September is almost upon us, which means a new iPhone release is approaching – and this year, it’s a brand new model.
The iPhone 7 is expected to be made available as soon as September 23, and we’re all trying to find out as much as we can about the handset’s specs ahead of the official launch.
We’ve devoted a whole article to the latest rumours surrounding the new iPhone, from a crazily impressive Hexacore A10 processor, to dual cameras and a potential ‘deep blue’ body colour, but one rumoured feature stands out: the headphone jack. Or rather, the lack of headphone jack.
It’s indeed rumoured (and almost confirmed by now) that Apple is ditching the usual 3.5mm headphone jack at the bottom at the iPhone in order to thin down the handset to almost nothing. (Well, to about 6.0 mm – which is thinner than the iPod Touch.) We might miss it dearly – but then again, we might not.
Let’s give the iPhone’s headphone jack a warm goodbye.
Every other iPhone goes through a huge redesign – the iPhone 4 and 6 barely even look related now – and we can expect the iPhone 7 to feature some pretty impressive changes. For instance, it’s expected to be the thinnest Apple smartphone ever, which might be the reason why the company chose to get rid of the bulky headphone jack.
It’s also possible that using the lightning port to connect headphones to your device will improve sound quality – although we probably won’t be able to hear the difference.
Another reason for the loss of the headphone jack might simply be innovation. Apple is well-known for being one of the most daring tech companies, and has never shied away from design changes – even if no users had asked for them.
For instance, it was the first company to get rid of the floppy disk port when the iMac G3 was released back in 1998. And it was right to do so, since floppy disks are now officially dead, an archaic piece of technology that will never see the light of day again.
What does it mean for headphone jacks, then? If history is about to repeat itself, we might see them disappear in the next few years, as other phone manufacturers turn to Bluetooth or micro-USB compatible headphones. Wireless technology keeps getting better, and it’s very likely that it will become the new norm for audio listening.

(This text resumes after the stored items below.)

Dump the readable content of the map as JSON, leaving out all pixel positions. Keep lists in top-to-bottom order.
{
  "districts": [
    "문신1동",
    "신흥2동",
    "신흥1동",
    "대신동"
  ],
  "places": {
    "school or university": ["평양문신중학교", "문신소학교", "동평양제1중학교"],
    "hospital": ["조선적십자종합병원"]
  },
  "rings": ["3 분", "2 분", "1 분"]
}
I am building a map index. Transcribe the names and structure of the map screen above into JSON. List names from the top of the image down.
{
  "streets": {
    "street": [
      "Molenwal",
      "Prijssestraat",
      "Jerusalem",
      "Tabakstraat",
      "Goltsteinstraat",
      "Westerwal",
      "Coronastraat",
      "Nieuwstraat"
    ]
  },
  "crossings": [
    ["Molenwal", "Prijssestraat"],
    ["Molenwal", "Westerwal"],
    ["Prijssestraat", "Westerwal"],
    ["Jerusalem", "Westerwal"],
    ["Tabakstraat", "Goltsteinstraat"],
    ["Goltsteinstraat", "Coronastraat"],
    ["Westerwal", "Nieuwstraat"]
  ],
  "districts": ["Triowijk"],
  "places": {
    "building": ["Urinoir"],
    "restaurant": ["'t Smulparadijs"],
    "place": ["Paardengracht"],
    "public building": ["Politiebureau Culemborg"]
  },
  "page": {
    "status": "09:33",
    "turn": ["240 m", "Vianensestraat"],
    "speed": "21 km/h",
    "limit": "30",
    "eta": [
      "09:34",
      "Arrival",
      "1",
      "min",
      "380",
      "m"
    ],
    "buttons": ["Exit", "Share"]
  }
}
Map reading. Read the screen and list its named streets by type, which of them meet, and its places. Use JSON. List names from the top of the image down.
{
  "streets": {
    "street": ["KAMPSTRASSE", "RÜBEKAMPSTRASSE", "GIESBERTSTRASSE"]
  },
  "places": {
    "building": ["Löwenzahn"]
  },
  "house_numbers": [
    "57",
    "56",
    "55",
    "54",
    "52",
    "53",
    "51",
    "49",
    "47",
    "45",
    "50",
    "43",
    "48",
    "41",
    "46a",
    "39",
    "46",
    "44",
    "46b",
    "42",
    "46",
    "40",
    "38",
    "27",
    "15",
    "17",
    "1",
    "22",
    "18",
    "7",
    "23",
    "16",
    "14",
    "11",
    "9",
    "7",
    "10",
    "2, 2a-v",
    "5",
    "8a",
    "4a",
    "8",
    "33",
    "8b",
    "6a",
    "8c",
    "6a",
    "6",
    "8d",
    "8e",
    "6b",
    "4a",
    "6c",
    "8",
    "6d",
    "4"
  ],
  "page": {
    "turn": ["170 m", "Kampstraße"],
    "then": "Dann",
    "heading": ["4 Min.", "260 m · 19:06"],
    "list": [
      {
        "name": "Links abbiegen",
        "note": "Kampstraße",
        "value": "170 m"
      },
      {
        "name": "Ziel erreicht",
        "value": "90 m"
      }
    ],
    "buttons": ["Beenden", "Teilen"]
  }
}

Yes. Apple always supplies users with a pair of headphones when they purchase a new iPhone, and they’re not about to stop doing it. (At least, we hope they aren’t.)
A video surfaced online which allegedly shows what Apple’s new lightning headphones will look like, and photos have been published on the Chinese social media Weibo showing the same – although there’s no way to confirm these are official headphones manufactured by Apple. Take a look at the picture here.
Short answer: probably not. While it might feel a little strange at first to plug your headphone into your Lightning port instead, you’ll end up getting used to it – like everyone got used to big changes in the way we use our phones, such as touchscreens.
Sound quality is also unlikely to become an issue – in fact, it could even get better and better as the use of Lightning and Bluetooth headphones develops.
Apple is already selling wireless Beats by Dr Dre headphones in their shops, so it’s fair to expect the company to keep pushing for Bluetooth, once again pushing the boundaries of what is currently mainstream technology. It’s probable that most smartphone manufacturers, as well as headphone companies, will turn their focus towards wireless audio listening in the future – and Apple will be the one leading them.